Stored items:
◆ ◆ ◆ ◆ ◆ ◆ ◆

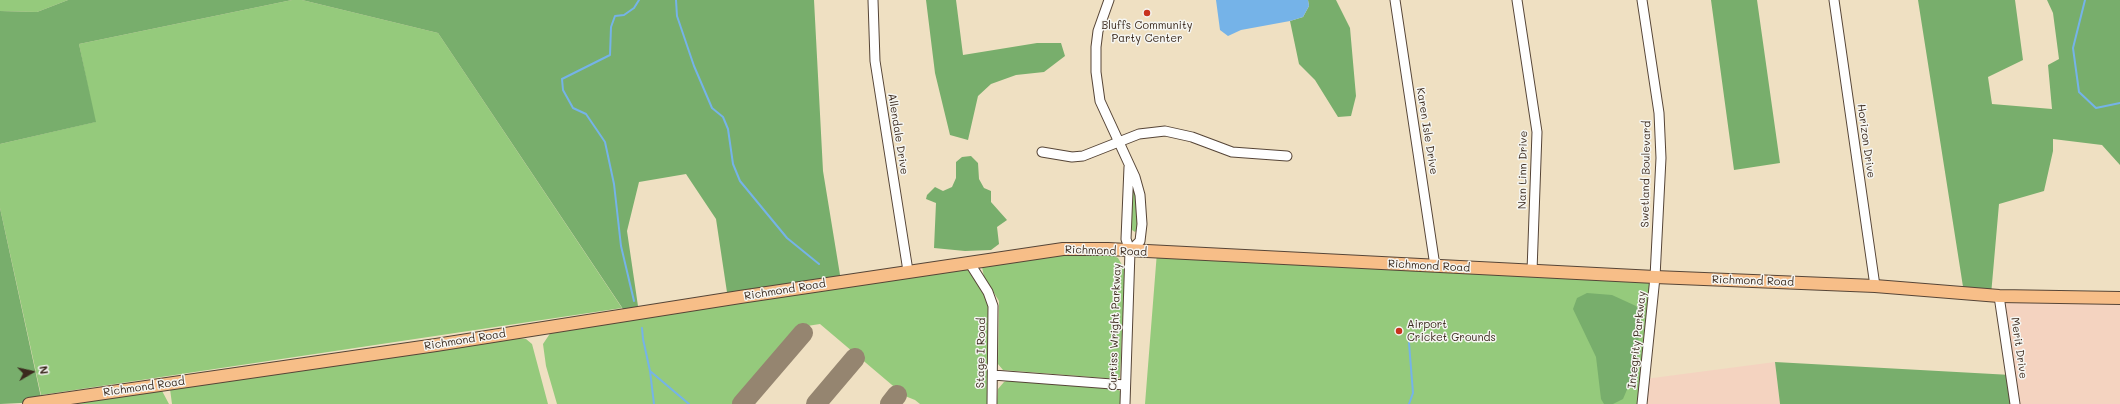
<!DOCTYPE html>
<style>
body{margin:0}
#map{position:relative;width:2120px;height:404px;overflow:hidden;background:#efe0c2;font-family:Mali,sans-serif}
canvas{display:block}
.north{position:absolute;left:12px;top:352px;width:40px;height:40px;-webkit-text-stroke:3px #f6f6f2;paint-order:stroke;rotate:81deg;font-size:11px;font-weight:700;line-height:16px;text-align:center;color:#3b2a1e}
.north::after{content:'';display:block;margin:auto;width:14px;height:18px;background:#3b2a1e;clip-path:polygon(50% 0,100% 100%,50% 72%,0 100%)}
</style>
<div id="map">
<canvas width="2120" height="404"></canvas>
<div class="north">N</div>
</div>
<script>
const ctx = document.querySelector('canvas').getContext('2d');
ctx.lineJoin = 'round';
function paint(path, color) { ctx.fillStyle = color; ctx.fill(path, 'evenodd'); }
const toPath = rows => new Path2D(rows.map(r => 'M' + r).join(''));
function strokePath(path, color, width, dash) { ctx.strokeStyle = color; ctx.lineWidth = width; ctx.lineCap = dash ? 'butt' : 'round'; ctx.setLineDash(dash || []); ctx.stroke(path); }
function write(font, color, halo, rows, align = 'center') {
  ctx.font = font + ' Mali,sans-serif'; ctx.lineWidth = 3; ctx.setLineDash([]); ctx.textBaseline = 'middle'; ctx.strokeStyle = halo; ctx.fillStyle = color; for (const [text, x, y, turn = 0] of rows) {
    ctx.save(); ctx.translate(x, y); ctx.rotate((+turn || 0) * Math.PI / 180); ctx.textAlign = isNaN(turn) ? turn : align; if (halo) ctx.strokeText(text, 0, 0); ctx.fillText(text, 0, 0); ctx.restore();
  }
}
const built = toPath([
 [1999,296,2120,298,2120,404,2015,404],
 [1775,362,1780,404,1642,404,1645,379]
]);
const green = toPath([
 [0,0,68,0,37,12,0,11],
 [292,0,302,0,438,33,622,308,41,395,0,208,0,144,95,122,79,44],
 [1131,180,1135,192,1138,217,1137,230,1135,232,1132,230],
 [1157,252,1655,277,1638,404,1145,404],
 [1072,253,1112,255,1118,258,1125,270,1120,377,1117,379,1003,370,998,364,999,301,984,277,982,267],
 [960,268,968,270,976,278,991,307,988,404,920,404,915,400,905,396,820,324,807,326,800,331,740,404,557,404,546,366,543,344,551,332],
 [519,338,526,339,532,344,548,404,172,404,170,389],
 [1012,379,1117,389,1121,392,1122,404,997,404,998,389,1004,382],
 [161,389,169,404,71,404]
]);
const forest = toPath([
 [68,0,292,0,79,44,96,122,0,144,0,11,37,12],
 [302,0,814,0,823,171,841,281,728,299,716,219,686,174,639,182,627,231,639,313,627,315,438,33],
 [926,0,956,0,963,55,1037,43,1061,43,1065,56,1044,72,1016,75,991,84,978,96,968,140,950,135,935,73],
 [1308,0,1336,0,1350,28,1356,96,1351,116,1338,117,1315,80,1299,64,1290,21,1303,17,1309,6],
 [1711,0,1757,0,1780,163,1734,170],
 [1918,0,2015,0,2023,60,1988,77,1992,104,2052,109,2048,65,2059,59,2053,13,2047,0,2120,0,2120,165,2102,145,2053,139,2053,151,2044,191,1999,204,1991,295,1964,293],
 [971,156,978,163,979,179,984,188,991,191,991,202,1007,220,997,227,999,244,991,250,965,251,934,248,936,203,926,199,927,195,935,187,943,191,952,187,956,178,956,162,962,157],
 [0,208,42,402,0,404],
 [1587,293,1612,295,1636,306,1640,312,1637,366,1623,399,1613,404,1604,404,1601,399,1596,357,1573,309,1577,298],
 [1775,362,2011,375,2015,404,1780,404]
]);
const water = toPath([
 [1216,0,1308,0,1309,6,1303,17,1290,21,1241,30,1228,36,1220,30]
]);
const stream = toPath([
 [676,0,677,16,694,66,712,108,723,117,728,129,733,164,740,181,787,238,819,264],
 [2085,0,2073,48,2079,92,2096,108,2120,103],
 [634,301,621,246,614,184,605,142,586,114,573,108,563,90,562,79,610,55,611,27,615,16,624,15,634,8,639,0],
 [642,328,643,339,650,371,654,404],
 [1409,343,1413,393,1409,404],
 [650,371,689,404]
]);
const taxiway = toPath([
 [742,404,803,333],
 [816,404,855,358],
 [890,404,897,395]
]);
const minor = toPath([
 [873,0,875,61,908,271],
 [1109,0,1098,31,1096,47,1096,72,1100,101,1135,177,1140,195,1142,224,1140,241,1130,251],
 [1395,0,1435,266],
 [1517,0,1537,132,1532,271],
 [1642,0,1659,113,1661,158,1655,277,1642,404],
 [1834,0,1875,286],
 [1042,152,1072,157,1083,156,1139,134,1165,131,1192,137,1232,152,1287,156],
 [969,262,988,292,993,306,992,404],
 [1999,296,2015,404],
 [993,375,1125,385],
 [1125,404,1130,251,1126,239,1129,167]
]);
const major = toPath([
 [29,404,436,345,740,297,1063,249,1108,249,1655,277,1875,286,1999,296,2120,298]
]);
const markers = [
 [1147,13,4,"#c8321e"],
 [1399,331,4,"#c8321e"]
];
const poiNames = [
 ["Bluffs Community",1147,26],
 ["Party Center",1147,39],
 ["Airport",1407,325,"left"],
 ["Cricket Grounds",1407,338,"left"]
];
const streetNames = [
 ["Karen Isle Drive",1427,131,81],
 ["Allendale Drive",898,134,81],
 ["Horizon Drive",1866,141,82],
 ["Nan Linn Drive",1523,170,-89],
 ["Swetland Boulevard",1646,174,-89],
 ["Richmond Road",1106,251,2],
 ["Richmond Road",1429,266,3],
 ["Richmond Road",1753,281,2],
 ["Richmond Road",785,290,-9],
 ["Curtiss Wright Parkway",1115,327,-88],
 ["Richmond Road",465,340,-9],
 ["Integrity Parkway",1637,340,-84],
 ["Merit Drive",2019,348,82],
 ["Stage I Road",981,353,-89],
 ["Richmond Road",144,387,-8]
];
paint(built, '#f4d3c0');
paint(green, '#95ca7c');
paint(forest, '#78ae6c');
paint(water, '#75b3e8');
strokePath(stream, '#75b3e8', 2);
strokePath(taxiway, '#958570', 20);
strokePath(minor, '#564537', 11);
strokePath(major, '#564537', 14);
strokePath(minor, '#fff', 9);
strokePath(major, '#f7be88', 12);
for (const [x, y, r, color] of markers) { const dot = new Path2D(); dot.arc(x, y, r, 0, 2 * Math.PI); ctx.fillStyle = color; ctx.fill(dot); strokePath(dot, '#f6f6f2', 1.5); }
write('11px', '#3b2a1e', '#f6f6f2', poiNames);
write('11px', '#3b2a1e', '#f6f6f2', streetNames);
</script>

◆ ◆ ◆ ◆ ◆ ◆ ◆

» **DIRECTIONS FOR THIS TASK**
Say how many lines in the records above hold "canvas", and give no other text.

» **RESULT FOR THIS TASK**
3